For the records that follow, please set down exactly the lines between the one holding "in the image." and the one holding "Draw a box around all text", inclusive, and only those.

Top of Data provided

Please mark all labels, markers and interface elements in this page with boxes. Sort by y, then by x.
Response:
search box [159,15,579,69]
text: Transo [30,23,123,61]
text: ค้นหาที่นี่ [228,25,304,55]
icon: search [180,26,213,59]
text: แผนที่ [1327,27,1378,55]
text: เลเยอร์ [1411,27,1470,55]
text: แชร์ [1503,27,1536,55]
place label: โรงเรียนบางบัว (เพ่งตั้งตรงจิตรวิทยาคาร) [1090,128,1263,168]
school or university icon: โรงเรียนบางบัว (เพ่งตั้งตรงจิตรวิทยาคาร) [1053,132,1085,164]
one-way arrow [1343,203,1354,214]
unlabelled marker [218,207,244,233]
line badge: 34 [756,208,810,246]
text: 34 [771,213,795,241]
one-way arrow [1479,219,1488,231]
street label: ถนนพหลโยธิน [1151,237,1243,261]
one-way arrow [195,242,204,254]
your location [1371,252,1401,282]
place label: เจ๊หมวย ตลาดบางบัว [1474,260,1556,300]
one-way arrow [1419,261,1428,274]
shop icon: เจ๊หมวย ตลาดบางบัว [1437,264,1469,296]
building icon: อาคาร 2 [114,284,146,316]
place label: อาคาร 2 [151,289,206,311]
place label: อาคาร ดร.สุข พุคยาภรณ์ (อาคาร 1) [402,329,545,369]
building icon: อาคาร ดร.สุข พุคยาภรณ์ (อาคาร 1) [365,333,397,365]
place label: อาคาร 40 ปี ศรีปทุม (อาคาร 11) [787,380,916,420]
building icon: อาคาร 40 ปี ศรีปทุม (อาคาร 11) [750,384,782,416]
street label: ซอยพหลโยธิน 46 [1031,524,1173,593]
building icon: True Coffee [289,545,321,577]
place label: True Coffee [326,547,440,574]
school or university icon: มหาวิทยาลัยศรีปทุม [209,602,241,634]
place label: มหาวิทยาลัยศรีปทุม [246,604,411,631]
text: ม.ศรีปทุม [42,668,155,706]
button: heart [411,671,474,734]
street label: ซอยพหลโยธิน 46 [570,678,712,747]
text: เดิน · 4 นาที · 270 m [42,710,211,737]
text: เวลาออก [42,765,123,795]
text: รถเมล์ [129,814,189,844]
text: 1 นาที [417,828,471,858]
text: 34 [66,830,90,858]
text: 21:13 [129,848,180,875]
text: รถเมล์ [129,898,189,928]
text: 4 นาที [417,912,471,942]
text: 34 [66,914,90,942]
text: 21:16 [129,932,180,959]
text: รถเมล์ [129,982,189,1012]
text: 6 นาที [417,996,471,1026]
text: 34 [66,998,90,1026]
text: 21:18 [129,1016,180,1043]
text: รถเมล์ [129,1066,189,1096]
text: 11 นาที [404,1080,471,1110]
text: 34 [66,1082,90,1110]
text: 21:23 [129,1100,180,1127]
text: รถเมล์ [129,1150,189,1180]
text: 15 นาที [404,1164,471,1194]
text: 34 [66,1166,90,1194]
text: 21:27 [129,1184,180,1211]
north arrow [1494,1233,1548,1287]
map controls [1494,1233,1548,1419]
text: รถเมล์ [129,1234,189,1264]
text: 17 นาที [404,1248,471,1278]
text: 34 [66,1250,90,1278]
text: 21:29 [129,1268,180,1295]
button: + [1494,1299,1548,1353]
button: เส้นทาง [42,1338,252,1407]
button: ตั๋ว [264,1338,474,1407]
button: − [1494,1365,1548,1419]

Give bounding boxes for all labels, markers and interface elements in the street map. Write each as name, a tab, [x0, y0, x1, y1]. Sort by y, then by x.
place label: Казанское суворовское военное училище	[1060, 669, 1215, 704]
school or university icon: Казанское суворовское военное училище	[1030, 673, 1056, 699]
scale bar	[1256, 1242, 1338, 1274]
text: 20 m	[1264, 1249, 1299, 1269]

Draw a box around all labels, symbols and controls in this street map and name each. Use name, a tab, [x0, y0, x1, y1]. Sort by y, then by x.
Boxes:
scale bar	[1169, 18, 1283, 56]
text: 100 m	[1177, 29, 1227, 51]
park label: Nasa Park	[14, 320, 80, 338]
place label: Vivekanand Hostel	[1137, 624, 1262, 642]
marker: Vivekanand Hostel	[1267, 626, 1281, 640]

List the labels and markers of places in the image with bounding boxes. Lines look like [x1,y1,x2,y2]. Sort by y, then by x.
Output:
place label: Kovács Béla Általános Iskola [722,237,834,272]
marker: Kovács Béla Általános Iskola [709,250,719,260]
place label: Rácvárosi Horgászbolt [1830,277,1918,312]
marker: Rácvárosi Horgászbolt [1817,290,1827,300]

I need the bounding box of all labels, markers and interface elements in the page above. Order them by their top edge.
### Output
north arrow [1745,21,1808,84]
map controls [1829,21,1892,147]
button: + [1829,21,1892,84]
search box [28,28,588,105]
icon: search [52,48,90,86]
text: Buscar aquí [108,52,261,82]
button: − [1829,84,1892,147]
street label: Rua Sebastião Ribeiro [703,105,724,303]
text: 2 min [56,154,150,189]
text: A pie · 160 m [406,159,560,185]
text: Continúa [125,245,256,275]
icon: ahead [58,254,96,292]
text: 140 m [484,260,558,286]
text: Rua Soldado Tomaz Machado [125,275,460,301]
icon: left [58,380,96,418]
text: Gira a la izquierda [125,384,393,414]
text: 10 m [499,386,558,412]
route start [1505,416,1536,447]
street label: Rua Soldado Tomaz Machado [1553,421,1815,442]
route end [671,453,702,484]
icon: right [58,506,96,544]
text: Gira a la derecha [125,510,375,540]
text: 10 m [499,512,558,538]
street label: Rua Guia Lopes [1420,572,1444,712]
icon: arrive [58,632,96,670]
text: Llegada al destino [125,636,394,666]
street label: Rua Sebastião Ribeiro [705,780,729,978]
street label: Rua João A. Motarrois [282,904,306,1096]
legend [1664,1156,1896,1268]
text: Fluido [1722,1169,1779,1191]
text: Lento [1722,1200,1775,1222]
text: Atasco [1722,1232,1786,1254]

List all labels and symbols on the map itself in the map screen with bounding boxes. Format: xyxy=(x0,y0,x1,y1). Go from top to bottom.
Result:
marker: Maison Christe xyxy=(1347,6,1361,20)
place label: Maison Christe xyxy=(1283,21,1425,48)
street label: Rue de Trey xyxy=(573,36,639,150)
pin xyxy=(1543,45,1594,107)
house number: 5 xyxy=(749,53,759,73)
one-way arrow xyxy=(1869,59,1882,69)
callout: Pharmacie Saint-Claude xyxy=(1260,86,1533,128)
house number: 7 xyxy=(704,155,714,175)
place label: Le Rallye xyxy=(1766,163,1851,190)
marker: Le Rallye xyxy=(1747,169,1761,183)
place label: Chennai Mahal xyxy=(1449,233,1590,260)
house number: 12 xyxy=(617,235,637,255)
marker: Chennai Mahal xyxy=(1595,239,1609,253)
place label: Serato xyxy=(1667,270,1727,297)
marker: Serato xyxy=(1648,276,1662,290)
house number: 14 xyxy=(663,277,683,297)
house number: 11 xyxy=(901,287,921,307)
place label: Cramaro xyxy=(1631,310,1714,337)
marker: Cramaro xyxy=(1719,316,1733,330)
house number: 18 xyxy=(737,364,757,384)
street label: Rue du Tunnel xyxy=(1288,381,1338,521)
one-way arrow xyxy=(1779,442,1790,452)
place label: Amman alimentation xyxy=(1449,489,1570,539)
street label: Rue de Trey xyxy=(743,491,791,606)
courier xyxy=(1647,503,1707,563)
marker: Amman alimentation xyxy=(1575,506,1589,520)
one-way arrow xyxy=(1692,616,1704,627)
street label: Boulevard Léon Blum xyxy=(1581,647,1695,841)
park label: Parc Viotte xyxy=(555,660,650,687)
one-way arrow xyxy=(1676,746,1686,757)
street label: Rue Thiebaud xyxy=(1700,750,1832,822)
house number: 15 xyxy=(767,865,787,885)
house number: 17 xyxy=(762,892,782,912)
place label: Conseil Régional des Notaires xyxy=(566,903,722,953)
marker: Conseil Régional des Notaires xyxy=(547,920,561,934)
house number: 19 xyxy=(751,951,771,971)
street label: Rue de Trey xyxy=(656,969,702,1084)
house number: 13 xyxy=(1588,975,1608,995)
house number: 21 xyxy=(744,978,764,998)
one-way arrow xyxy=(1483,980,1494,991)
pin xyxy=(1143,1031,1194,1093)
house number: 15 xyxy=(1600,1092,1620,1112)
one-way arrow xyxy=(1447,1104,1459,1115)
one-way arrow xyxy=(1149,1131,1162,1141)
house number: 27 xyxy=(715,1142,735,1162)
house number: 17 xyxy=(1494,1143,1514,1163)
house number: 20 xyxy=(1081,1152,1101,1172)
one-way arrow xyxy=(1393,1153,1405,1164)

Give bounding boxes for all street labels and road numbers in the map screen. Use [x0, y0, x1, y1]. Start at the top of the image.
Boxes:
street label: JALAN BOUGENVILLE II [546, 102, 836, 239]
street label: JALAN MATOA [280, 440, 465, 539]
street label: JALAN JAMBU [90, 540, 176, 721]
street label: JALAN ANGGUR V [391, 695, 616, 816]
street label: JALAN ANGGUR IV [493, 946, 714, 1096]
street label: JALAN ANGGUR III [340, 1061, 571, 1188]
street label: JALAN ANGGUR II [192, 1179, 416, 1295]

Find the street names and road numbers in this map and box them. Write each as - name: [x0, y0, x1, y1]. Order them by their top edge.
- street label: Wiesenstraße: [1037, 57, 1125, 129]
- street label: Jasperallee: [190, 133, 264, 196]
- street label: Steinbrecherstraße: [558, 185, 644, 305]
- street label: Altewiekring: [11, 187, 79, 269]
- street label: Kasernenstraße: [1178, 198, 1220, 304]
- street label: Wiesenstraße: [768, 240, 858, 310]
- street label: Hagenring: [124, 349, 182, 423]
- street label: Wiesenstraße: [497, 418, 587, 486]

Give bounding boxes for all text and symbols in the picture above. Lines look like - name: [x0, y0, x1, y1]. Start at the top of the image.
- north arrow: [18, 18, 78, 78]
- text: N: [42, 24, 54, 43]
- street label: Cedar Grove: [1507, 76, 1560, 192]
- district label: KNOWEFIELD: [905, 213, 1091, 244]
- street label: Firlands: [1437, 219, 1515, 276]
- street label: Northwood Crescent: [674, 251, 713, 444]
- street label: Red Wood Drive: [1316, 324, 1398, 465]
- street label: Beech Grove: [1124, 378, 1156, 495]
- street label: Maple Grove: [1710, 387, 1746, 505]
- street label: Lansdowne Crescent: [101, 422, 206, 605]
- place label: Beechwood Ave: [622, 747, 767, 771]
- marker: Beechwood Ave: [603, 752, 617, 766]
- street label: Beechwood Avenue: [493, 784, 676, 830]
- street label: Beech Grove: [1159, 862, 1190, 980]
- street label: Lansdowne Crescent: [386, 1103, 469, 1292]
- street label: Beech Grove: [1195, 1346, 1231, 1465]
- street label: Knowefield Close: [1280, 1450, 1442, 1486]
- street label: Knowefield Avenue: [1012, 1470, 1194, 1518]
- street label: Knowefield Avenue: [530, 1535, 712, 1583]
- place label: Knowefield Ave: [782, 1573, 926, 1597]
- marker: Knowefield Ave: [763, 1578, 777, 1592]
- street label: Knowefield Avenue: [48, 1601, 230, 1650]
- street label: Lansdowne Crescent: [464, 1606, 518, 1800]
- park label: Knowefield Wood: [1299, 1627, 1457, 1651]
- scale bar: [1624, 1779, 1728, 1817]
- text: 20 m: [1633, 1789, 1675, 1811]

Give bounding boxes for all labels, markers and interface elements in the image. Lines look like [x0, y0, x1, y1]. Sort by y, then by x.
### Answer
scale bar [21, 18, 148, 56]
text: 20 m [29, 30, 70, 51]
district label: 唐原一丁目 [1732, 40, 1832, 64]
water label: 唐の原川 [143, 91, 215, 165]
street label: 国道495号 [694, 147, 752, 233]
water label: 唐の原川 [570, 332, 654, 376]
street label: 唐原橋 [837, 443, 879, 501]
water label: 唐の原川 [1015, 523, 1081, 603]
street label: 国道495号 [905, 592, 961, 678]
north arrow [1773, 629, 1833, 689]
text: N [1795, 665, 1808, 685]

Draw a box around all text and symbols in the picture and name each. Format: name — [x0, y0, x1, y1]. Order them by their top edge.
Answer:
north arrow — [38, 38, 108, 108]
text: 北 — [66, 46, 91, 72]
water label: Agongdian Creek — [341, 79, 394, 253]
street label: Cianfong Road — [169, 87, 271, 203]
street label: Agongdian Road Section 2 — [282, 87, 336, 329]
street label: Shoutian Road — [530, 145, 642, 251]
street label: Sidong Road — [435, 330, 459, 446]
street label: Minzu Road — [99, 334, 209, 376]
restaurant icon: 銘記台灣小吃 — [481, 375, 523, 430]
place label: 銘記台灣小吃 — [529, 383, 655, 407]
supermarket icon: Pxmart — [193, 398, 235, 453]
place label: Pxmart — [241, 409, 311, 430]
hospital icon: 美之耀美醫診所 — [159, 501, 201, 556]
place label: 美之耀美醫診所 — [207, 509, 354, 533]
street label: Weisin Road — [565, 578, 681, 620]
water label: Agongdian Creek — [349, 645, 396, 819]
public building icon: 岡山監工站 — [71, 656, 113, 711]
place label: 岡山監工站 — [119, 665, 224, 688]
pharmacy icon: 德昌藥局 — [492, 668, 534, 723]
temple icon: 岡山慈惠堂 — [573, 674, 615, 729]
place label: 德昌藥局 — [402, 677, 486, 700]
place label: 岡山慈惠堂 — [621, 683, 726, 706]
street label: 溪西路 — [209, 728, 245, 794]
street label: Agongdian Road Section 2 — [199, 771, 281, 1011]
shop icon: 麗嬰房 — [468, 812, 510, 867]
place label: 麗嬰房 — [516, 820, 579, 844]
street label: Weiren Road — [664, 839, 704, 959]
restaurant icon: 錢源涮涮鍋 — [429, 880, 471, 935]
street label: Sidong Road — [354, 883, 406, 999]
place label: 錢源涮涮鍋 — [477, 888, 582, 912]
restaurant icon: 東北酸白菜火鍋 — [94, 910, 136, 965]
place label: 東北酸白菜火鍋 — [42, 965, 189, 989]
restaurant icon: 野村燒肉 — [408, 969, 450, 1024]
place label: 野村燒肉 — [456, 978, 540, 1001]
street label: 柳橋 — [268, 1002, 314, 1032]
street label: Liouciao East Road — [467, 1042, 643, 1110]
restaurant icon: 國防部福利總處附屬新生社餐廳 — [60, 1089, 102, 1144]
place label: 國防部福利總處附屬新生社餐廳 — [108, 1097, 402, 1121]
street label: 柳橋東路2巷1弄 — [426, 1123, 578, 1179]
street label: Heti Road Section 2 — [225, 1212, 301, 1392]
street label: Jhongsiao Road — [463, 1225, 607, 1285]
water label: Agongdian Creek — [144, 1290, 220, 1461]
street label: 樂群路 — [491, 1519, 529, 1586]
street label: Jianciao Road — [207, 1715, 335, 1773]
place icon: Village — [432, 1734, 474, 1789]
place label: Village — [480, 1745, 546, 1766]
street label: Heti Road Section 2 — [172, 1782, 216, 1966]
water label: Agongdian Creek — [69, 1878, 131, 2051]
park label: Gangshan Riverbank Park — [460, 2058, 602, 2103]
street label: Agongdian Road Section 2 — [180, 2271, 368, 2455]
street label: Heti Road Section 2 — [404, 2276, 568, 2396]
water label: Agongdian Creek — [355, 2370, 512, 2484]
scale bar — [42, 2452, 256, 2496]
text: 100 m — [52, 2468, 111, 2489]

Bottom of Data provided

Written response:
Give bounding boxes for all labels, markers and interface elements in the image. Lines look like [x0, y0, x1, y1]. Sort by y, then by x.
### Answer
scale bar [21, 18, 148, 56]
text: 20 m [29, 30, 70, 51]
district label: 唐原一丁目 [1732, 40, 1832, 64]
water label: 唐の原川 [143, 91, 215, 165]
street label: 国道495号 [694, 147, 752, 233]
water label: 唐の原川 [570, 332, 654, 376]
street label: 唐原橋 [837, 443, 879, 501]
water label: 唐の原川 [1015, 523, 1081, 603]
street label: 国道495号 [905, 592, 961, 678]
north arrow [1773, 629, 1833, 689]
text: N [1795, 665, 1808, 685]

Draw a box around all text and symbols in the picture and name each. Format: name — [x0, y0, x1, y1]. Order them by their top edge.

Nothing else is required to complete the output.